In time, Bonds moved closer to the plate, shortened his stride – "Just be slow with your feet," he once explained –and became the best hitter of inside fastballs Pentland had ever seen. And the best breaking-ball hitter. And the most disciplined, period.Swinging a bat is the most basic instinct for ballplayers. They've been doing it since they were toddlers, and after years upon years of backyard games and BP and organized competition, the yearning to swing the bat is ingrained. A player walks past a new box of bats, and invariably he reaches in and pulls one out, hefts it, takes a half-swing, checks out how it feels. It's a blind date with wood, and the ballplayer is looking to hook up. It's what they do. It's who they are.

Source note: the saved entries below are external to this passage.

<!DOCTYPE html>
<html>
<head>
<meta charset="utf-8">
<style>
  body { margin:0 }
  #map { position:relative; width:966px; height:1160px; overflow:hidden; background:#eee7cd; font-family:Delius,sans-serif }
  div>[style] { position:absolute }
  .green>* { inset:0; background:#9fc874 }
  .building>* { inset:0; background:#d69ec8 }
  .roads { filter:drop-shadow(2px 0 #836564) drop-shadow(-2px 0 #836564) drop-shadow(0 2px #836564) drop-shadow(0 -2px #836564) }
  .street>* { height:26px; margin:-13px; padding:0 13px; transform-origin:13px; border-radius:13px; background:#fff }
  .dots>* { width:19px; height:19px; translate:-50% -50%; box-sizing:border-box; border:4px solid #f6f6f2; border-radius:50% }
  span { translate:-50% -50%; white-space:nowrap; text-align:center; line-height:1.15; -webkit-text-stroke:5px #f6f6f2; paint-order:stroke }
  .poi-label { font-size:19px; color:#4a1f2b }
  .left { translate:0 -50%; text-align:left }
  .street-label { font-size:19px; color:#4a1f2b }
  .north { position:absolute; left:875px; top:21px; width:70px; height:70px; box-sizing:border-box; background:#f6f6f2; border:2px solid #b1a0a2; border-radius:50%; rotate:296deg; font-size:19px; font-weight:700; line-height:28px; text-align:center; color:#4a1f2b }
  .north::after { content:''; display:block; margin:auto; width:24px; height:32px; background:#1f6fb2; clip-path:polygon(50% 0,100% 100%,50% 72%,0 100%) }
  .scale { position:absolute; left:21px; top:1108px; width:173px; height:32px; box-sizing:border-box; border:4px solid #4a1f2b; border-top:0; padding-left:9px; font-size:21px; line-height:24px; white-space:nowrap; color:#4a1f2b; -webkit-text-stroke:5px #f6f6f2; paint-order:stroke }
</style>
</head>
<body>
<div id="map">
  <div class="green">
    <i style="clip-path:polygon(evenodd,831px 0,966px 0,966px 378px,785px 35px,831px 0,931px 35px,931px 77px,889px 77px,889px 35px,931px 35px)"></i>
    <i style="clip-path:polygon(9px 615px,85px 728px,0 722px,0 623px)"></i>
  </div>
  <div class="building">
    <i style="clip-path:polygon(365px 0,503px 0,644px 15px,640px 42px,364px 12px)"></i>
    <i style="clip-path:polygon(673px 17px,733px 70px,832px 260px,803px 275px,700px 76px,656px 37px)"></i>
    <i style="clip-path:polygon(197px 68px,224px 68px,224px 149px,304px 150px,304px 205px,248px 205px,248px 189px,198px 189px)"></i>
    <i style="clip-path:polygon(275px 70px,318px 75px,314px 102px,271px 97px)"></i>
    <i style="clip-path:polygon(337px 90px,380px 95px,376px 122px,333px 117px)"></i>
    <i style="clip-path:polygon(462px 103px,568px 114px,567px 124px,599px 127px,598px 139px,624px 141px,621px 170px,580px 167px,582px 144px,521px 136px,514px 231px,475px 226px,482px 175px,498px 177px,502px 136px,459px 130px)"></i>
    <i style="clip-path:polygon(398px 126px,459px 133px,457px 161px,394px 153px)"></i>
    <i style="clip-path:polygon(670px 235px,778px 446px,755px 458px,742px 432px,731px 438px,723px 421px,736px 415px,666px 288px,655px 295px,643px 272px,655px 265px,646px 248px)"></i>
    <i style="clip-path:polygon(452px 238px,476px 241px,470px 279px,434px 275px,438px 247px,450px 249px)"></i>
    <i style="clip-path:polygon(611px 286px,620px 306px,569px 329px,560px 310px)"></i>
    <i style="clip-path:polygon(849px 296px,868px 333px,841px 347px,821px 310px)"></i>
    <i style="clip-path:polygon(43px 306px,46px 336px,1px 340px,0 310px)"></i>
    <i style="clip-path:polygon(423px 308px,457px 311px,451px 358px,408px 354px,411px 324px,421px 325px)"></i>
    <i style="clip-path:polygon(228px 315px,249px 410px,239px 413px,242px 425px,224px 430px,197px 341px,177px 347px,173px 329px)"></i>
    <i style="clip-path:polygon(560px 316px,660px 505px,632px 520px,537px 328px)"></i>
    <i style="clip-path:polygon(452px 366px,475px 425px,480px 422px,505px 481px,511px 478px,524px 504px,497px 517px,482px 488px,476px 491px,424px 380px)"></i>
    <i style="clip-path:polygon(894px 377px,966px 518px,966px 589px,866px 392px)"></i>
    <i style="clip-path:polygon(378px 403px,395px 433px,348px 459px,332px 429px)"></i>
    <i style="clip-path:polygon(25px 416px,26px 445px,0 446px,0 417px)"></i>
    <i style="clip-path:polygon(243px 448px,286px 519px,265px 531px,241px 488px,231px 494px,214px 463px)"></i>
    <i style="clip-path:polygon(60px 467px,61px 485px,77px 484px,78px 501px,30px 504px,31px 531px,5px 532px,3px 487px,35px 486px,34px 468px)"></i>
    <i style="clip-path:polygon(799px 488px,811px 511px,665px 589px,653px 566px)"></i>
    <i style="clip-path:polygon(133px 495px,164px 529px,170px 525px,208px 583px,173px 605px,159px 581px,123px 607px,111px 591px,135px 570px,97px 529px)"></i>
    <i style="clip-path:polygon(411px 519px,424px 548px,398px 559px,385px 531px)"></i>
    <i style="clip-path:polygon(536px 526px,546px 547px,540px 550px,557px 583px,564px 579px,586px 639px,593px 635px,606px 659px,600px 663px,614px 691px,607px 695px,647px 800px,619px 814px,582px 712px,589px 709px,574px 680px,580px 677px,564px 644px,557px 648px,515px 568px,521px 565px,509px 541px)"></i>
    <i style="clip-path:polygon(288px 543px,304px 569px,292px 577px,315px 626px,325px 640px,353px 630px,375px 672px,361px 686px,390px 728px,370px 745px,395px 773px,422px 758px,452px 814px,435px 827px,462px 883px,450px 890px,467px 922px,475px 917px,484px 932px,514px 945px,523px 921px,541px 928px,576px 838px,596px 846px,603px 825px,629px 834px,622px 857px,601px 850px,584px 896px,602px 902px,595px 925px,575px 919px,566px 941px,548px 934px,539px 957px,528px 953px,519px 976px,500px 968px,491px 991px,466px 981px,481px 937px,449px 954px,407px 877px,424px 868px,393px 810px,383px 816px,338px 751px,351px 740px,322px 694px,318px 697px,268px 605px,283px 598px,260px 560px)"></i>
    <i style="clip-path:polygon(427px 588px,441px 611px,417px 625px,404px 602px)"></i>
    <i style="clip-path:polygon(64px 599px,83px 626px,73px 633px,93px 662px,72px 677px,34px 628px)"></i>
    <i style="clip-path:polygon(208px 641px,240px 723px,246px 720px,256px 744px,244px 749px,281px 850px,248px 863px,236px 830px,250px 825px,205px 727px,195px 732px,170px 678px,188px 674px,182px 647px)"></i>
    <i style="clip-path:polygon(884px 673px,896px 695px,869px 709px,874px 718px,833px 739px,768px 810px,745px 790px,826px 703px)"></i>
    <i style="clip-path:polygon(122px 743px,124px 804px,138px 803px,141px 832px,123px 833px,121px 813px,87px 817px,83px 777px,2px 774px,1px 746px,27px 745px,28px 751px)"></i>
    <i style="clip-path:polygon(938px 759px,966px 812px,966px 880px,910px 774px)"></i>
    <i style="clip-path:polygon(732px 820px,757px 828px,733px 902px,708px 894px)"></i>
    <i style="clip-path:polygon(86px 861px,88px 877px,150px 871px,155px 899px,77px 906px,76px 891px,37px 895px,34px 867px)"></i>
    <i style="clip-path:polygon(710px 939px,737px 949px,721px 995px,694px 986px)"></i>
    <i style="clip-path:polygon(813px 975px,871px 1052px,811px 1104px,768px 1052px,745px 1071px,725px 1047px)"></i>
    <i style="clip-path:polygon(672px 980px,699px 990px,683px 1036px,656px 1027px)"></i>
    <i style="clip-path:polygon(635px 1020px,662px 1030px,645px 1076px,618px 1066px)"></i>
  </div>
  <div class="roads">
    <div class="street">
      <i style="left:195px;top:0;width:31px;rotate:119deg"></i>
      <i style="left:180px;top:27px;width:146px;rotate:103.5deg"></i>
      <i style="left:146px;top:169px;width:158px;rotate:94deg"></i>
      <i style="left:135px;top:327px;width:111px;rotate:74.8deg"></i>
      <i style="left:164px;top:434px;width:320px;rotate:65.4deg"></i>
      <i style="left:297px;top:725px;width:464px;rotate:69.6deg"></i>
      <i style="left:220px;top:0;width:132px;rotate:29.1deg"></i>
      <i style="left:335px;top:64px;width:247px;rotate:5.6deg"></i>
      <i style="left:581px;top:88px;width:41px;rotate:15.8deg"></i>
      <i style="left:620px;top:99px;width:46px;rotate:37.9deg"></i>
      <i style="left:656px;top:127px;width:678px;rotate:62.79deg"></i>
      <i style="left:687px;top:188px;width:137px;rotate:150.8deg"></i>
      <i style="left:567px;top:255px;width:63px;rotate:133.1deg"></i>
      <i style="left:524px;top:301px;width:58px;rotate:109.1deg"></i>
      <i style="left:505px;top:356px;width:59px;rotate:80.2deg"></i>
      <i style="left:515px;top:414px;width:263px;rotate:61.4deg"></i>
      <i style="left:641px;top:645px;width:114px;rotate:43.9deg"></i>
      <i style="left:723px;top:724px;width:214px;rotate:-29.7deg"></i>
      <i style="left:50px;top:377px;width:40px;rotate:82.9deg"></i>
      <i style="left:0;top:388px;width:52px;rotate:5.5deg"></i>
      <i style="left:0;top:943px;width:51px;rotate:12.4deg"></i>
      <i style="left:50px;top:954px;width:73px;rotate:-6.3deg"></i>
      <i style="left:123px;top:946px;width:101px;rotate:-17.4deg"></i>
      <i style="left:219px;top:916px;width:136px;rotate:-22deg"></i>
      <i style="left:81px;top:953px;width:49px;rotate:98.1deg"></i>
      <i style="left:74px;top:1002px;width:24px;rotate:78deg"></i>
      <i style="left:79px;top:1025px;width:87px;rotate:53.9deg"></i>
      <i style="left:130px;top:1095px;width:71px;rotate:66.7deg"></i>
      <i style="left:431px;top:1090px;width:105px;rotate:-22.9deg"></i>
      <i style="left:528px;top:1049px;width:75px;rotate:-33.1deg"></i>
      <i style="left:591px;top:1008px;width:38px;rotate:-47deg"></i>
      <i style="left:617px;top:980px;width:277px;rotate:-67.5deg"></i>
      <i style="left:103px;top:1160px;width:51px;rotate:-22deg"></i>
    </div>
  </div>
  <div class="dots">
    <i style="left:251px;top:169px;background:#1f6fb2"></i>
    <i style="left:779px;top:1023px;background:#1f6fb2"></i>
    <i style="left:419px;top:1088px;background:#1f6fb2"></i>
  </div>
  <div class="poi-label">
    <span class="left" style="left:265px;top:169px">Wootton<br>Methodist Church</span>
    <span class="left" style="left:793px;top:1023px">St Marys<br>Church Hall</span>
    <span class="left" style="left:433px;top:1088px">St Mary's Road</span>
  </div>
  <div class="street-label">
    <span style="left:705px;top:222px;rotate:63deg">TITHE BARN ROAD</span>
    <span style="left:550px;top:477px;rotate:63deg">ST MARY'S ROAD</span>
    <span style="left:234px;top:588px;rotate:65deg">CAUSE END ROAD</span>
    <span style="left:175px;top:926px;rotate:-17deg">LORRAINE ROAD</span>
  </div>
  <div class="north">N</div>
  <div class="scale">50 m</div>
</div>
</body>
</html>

So other players watched Bonds abstain, refuse to swing at anything out of the strike zone, and they were awestruck. He drew fewer than 100 walks in each of his first five seasons, but late in his career, he was spitting at outside pitches. Bonds wouldn't see a strike for four or five at-bats – hell, for two or three days – and yet, when a pitcher tried enticing him with a fastball just off the corner, he held back. He had the most potent swing in the game, more reason to swing than any of his peers, and yet he had conquered that most basic instinct. He was the pope of plate discipline.